Which Way the Dragon? Sharpening Allied Perceptions of China’s Strategic Trajectory
Given the rapid pace of change throughout Asia in recent decades, assessing China’s longer-term trajectory – and that of the Indo-Pacific region as a whole – represents a huge challenge for defense and security planners. Attempts to predict China’s strategic posture 15 to 30 years from now are hampered by a far more volatile security environment than that which governed the Cold War era. Yet in spite of the many strategic dislocations of the 21st century, most Western policymakers continue to rely upon the periodic strategic assessment principles regarding China that were practiced during the relatively stable late 20th century. The resulting policies are frequently and necessarily revised in the face of contemporary economic, political, and even epidemiological disruptions.
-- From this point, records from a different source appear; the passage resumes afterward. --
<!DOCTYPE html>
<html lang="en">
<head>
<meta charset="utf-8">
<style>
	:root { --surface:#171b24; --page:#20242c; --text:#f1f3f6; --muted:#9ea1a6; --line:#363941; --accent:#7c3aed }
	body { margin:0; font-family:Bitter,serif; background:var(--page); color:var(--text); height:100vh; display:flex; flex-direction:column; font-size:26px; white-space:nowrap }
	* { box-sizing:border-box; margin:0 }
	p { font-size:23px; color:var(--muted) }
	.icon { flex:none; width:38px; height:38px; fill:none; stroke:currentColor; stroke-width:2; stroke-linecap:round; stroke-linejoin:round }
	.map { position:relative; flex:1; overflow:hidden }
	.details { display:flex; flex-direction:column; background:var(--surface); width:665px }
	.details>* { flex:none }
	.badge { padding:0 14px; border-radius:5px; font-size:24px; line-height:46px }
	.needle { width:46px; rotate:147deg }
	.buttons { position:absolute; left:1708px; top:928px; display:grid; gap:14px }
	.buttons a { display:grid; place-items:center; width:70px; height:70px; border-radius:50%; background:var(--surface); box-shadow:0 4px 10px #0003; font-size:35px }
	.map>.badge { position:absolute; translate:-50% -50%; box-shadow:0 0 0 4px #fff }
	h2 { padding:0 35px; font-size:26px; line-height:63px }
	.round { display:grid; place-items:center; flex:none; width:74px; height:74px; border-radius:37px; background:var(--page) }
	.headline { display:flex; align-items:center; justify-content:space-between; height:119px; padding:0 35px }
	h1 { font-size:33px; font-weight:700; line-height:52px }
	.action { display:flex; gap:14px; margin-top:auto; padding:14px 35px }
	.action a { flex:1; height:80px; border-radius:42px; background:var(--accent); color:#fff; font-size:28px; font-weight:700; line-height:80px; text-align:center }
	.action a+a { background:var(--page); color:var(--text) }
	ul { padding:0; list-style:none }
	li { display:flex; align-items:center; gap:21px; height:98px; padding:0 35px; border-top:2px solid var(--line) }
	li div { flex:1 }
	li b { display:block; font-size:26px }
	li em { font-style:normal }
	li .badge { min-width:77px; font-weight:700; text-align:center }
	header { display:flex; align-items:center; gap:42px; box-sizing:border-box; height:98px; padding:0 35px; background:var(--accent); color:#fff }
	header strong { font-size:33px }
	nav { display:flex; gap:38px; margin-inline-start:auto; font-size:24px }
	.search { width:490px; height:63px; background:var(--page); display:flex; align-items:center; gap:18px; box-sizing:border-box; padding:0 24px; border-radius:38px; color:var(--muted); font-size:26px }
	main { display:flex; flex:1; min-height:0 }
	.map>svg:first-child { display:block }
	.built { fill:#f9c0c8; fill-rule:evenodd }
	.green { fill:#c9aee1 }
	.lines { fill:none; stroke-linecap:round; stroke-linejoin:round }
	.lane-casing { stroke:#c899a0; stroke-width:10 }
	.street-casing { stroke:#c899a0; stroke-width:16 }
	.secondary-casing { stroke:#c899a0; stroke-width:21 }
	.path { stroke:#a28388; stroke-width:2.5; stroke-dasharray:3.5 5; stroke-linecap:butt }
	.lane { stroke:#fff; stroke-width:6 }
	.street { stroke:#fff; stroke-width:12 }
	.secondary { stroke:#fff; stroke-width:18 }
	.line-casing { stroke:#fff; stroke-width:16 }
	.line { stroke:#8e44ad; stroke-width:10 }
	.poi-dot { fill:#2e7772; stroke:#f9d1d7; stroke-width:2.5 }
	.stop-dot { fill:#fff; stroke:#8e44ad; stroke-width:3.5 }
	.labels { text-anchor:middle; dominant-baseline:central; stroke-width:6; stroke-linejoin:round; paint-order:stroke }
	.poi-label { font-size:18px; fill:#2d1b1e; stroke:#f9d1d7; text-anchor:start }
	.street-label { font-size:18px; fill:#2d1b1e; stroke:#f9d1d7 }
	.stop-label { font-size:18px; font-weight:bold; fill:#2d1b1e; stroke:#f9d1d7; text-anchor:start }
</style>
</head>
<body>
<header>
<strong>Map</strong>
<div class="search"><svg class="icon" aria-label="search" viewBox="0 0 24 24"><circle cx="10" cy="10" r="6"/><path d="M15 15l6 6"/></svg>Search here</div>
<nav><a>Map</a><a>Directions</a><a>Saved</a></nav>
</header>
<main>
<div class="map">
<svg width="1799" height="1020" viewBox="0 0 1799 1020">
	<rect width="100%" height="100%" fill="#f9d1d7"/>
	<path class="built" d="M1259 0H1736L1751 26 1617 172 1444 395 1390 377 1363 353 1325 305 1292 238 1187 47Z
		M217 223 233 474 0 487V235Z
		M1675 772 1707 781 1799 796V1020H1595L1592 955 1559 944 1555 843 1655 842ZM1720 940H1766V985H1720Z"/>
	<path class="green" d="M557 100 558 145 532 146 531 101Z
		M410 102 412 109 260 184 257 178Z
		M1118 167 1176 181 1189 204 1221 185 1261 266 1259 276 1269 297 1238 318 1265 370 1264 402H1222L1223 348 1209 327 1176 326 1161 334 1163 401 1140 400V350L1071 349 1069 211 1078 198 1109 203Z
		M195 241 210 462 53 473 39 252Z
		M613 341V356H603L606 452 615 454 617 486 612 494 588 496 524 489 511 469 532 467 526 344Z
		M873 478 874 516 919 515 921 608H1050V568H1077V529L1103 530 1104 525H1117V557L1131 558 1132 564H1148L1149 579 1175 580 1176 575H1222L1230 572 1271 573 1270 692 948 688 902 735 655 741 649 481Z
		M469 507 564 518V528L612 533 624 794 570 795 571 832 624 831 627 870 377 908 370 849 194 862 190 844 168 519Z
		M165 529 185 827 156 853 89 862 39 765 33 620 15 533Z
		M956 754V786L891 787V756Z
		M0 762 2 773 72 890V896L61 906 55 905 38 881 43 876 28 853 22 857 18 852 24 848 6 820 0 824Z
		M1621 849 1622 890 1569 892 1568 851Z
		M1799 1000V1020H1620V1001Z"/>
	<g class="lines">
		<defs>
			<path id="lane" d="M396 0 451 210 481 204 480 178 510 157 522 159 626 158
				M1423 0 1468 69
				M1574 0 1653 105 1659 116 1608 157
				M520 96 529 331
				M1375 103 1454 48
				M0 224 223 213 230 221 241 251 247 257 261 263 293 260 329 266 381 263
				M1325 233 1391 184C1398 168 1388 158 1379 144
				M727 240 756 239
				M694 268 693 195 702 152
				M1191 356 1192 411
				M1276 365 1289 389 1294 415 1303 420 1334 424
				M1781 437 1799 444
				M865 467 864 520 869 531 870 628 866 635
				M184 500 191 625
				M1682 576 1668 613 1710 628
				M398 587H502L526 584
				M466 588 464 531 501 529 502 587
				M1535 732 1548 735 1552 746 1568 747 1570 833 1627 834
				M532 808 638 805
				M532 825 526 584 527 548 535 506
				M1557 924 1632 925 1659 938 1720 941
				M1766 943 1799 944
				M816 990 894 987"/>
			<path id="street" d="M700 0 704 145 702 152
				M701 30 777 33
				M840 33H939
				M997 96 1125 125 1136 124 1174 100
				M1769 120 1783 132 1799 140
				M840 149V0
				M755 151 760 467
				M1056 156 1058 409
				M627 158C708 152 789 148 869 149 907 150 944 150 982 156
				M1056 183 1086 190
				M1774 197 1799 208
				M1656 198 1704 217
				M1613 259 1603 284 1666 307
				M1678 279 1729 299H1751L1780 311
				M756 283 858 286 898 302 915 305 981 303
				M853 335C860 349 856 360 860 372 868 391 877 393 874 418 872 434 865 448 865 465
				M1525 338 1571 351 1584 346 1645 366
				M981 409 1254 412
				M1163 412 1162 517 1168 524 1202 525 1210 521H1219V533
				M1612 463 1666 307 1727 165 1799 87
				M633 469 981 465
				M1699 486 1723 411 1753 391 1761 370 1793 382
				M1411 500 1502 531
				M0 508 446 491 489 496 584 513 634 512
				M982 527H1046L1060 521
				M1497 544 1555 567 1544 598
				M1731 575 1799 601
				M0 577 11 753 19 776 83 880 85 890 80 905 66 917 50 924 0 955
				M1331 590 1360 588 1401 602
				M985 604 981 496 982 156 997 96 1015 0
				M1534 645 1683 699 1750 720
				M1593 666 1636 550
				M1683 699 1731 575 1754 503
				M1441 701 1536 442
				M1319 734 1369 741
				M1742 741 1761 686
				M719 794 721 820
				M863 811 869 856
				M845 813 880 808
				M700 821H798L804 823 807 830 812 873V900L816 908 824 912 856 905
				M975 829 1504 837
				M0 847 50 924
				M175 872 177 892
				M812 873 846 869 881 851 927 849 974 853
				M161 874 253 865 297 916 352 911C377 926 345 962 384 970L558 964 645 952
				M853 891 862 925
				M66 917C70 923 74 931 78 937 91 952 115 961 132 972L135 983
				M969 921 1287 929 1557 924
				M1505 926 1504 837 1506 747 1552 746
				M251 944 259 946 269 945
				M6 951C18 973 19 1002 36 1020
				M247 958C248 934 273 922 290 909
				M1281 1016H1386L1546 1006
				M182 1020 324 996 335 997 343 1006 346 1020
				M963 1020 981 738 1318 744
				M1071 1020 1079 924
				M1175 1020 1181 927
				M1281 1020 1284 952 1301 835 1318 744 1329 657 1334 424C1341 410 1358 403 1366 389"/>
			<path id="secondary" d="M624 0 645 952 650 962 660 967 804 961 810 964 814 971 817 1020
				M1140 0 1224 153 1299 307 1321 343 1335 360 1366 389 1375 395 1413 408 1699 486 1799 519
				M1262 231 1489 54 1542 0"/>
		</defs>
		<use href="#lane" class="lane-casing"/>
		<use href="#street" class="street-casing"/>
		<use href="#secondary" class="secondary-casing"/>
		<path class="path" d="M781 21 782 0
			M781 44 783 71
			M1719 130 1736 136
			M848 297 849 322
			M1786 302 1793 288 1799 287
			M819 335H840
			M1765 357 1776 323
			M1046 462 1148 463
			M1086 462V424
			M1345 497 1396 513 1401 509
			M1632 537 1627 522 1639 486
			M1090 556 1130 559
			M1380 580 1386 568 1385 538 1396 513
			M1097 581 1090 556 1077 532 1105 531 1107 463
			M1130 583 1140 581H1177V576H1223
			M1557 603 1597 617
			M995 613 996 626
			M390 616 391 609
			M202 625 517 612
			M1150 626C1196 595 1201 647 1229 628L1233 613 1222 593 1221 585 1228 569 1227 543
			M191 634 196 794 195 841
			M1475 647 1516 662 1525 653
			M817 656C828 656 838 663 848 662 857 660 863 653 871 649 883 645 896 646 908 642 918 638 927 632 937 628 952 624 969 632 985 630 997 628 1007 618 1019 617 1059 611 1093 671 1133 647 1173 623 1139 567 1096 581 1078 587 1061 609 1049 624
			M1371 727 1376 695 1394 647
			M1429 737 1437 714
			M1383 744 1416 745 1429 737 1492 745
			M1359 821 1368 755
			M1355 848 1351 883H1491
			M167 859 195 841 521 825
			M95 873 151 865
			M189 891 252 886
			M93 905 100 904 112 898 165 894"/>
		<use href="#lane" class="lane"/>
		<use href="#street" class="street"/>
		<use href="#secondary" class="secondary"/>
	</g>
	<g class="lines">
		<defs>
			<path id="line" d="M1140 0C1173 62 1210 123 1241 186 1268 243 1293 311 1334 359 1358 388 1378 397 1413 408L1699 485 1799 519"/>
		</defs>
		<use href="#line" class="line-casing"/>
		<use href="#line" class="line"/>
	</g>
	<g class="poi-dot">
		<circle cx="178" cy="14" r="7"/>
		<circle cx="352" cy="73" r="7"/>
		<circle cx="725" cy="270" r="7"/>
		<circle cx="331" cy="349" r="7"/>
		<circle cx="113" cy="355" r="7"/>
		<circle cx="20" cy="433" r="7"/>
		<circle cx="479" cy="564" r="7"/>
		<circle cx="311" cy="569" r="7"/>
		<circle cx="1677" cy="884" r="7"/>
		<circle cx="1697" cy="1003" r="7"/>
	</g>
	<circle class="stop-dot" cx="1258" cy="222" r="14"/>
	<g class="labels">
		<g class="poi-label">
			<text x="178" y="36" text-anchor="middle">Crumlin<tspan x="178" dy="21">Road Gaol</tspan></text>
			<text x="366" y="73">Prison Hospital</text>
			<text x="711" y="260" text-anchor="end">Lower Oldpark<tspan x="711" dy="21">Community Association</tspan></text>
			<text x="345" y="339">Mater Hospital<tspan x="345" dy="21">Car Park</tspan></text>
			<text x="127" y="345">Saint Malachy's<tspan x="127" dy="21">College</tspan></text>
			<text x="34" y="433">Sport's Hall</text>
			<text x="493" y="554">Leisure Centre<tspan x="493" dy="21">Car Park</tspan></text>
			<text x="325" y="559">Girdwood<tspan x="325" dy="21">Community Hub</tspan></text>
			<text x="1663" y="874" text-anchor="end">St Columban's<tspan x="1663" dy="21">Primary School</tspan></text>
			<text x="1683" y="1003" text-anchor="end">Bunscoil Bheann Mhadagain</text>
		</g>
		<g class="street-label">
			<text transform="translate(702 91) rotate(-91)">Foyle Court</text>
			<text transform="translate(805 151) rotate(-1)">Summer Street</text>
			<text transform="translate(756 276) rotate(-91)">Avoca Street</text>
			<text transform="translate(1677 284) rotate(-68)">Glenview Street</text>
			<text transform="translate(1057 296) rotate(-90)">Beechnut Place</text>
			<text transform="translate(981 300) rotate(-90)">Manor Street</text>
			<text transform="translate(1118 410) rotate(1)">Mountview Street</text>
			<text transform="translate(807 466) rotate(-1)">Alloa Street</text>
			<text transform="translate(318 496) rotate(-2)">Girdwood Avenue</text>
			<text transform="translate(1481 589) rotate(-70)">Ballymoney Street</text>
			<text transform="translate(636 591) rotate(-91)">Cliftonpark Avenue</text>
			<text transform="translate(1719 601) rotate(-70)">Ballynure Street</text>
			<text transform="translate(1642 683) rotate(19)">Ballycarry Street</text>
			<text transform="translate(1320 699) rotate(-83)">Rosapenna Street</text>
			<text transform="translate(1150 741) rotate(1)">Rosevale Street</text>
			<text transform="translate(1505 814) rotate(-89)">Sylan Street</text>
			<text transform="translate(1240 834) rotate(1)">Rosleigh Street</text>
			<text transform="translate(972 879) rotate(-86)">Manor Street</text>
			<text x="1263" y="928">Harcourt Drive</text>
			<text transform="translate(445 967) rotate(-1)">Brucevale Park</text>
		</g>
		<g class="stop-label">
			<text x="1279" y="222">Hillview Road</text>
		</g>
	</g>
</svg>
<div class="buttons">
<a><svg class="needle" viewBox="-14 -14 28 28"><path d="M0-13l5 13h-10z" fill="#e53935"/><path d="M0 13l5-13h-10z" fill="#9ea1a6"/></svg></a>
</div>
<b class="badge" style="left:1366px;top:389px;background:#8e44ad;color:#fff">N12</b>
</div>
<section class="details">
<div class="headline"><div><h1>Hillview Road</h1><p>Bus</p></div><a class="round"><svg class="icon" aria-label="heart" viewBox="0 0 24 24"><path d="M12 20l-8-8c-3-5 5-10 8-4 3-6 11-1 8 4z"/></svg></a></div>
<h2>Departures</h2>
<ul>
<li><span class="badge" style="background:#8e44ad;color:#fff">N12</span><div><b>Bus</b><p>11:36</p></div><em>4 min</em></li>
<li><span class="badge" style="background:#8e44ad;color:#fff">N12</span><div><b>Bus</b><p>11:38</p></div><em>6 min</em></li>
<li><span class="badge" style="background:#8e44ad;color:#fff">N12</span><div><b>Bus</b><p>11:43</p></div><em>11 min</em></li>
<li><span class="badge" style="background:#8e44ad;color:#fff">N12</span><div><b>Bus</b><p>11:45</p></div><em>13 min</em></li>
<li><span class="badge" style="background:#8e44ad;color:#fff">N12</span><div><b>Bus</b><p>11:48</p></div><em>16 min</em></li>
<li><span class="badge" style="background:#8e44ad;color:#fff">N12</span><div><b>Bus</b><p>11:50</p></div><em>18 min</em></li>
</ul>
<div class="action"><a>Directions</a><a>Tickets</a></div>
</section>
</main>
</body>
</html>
In Which Way the Dragon?, CSBA Nonresident Fellow Ross Babbage and colleagues argue for a new, scenario-based approach to defense and security planning in the Indo-Pacific. Drawing upon expert analysis of current conditions, three to four overarching scenarios for China should be considered as potential guideposts over the next 15 years. Each outcome would include a series of lead indicators, allowing analysts to determine which future scenario China is headed towards, prepare for potential alternatives in advance, and make adjustments to strategies, operational concepts, and military and security systems when necessary. The end result should markedly reduce the uncertainties about the strategic environment in the 2035 timeframe and provide greatly improved foundations for confident decisions on security policy and capability development. In short, this approach offers a superior way of addressing the security challenges faced by the Western allies and their security partners in the Indo-Pacific.